Representação das personagens femininas

Historicamente, a figura feminina remete fragilidade. Como podemos observar amplamente nos primeiros jogos japoneses, como Super Mario e a princesa a ser resgatada em sua narrativa. Posteriormente, na tentativa de quebrar essa perspectiva subalterna da mulher nos jogos e, principalmente, atrair o público feminino para consumir os artigos gamers, os desenvolvedores começaram retratar a mulher como uma heroína, mas gostosa (vide Lara Croft). 
Ou seja, houve um esforço de convidar as mulheres para integrar o rol de jogadores mas, por outro lado, não podiam deixar de manter a lealdade do público masculino. Para tanto, recorrer ao apelo sexualizado das personagens femininas sempre foi uma estratégia eficaz. Mas as coisas estão mudando...
Trazendo esta discussão para os limites de Summoner's Rift, apesar da proprietária do League of Legends, Riot Games, retratar personagens femininas como fortes, ainda há muita sexualização. Seios e glúteos são amplamente expostos quando se trata de mulheres, e numa escala bem maior quando comparada aos personagens masculinos. 

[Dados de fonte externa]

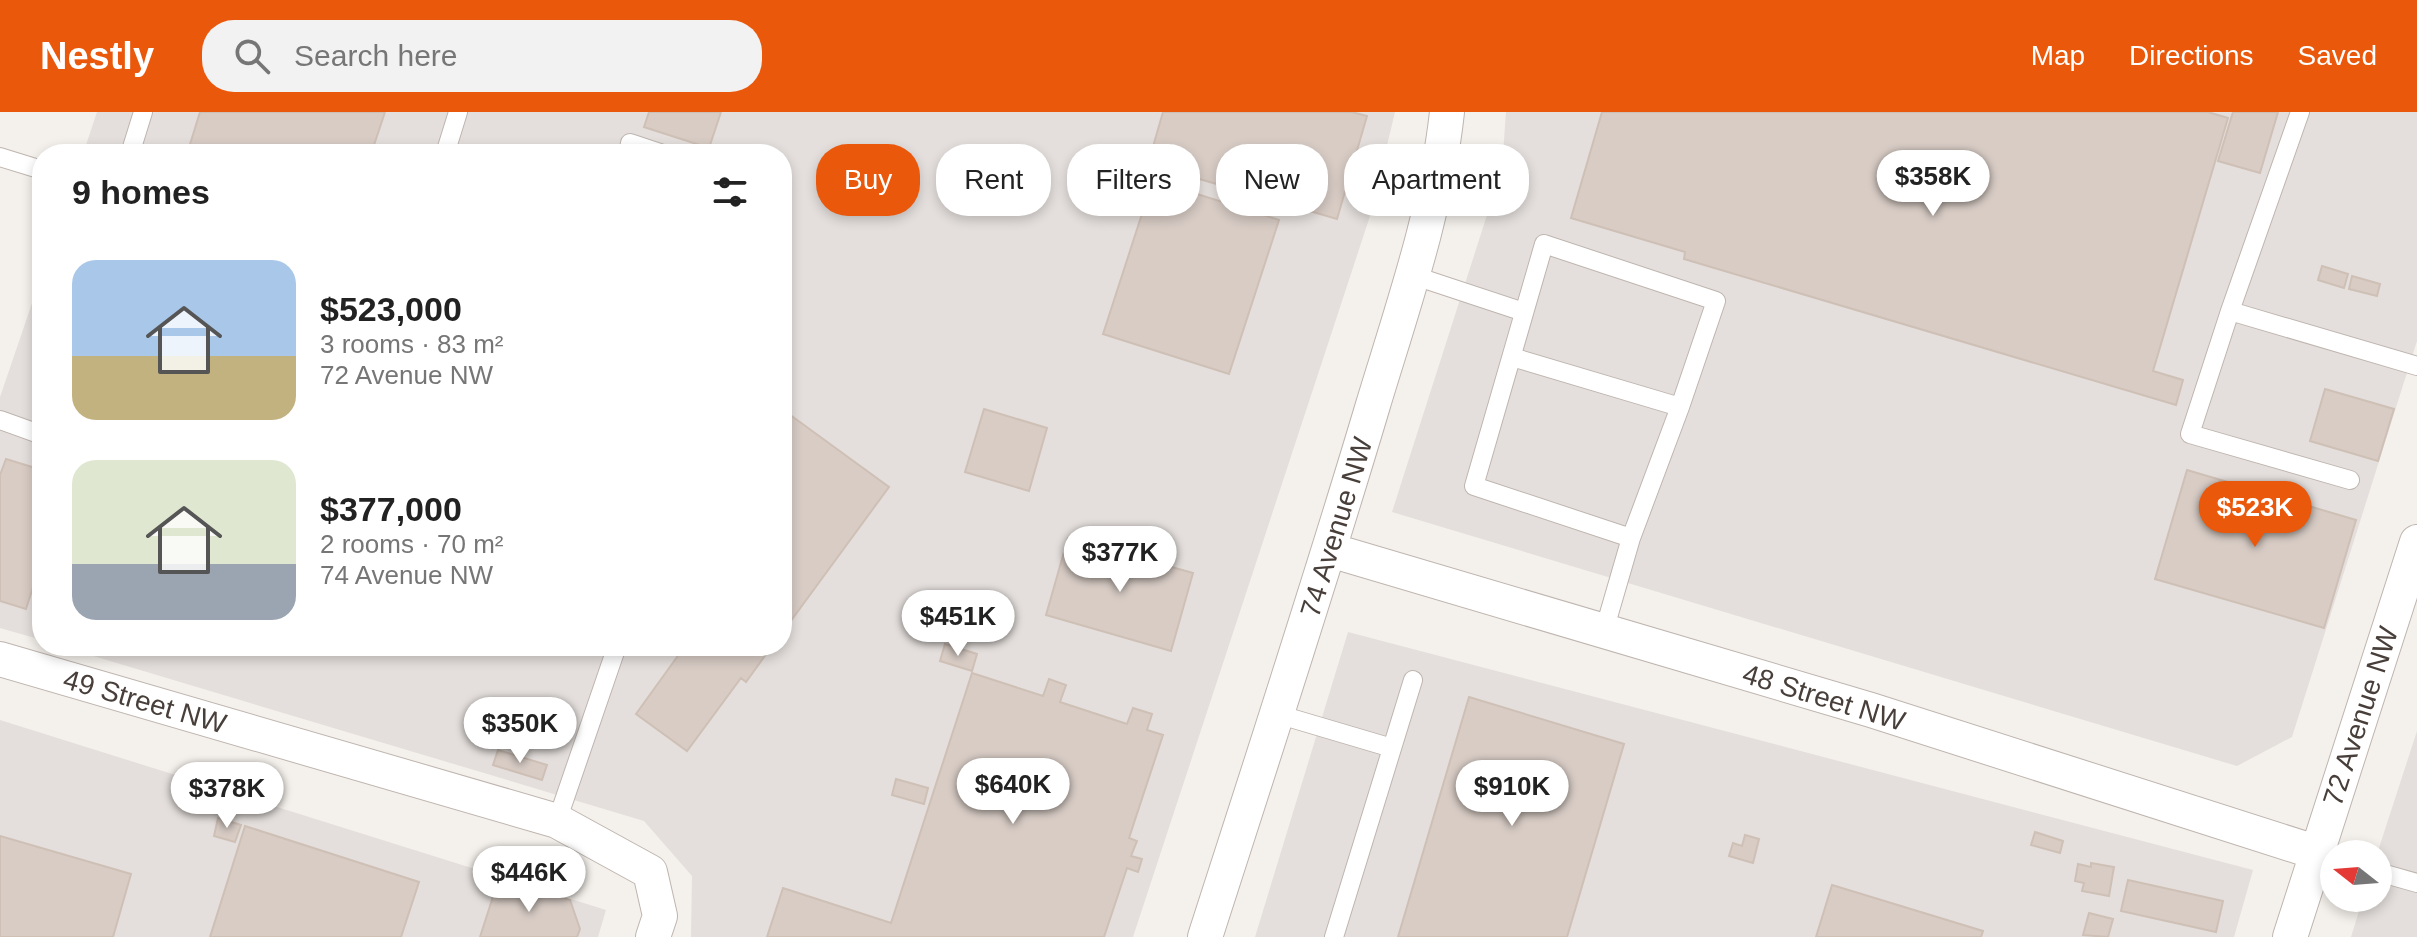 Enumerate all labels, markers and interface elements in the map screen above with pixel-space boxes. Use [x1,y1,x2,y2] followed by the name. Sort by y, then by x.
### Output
[202,20,762,92] search box
[230,34,274,78] icon: search
[40,35,154,77] text: Nestly
[294,39,458,72] text: Search here
[2031,40,2085,71] text: Map
[2129,40,2254,71] text: Directions
[2298,40,2377,71] text: Saved
[816,144,920,216] chip: Buy
[936,144,1051,216] chip: Rent
[1067,144,1200,216] chip: Filters
[1216,144,1328,216] chip: New
[1344,144,1529,216] chip: Apartment
[1877,150,1989,218] pin: $358K
[1895,161,1971,191] text: $358K
[708,170,752,214] icon: filters
[72,173,210,211] text: 9 homes
[320,290,462,328] text: $523,000
[136,292,232,388] icon: home
[320,329,504,359] text: 3 rooms · 83 m²
[320,360,493,390] text: 72 Avenue NW
[1294,433,1379,621] street label: 74 Avenue NW
[2199,481,2311,549] pin: $523K
[320,490,462,528] text: $377,000
[136,492,232,588] icon: home
[2217,492,2293,522] text: $523K
[1064,526,1176,594] pin: $377K
[320,529,504,559] text: 2 rooms · 70 m²
[1082,537,1158,567] text: $377K
[320,560,493,590] text: 74 Avenue NW
[902,590,1014,658] pin: $451K
[920,601,996,631] text: $451K
[2317,622,2404,810] street label: 72 Avenue NW
[1739,658,1909,737] street label: 48 Street NW
[60,663,230,740] street label: 49 Street NW
[464,697,576,765] pin: $350K
[482,708,558,738] text: $350K
[957,758,1069,826] pin: $640K
[1456,760,1568,828] pin: $910K
[171,762,283,830] pin: $378K
[975,769,1051,799] text: $640K
[1474,771,1550,801] text: $910K
[189,773,265,803] text: $378K
[2320,840,2392,912] north arrow
[2320,840,2392,912] map controls
[473,846,585,914] pin: $446K
[491,857,567,887] text: $446K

Orientada pela professora Luciana Panke, Maria Luiza Petranski Arantes (2016) indicou o fetichismo que perpassa a construção da imagem das campeãs de League, através de fantasias sexys de profissões ou animais, por exemplo. Para ilustrar, a pesquisadora citou as seguintes skins: Caitlyn e Vi Policial, Akali Enfermeira, Nidalee Camareira Francesa, Riven Coelhinha e Katarina Gatinha.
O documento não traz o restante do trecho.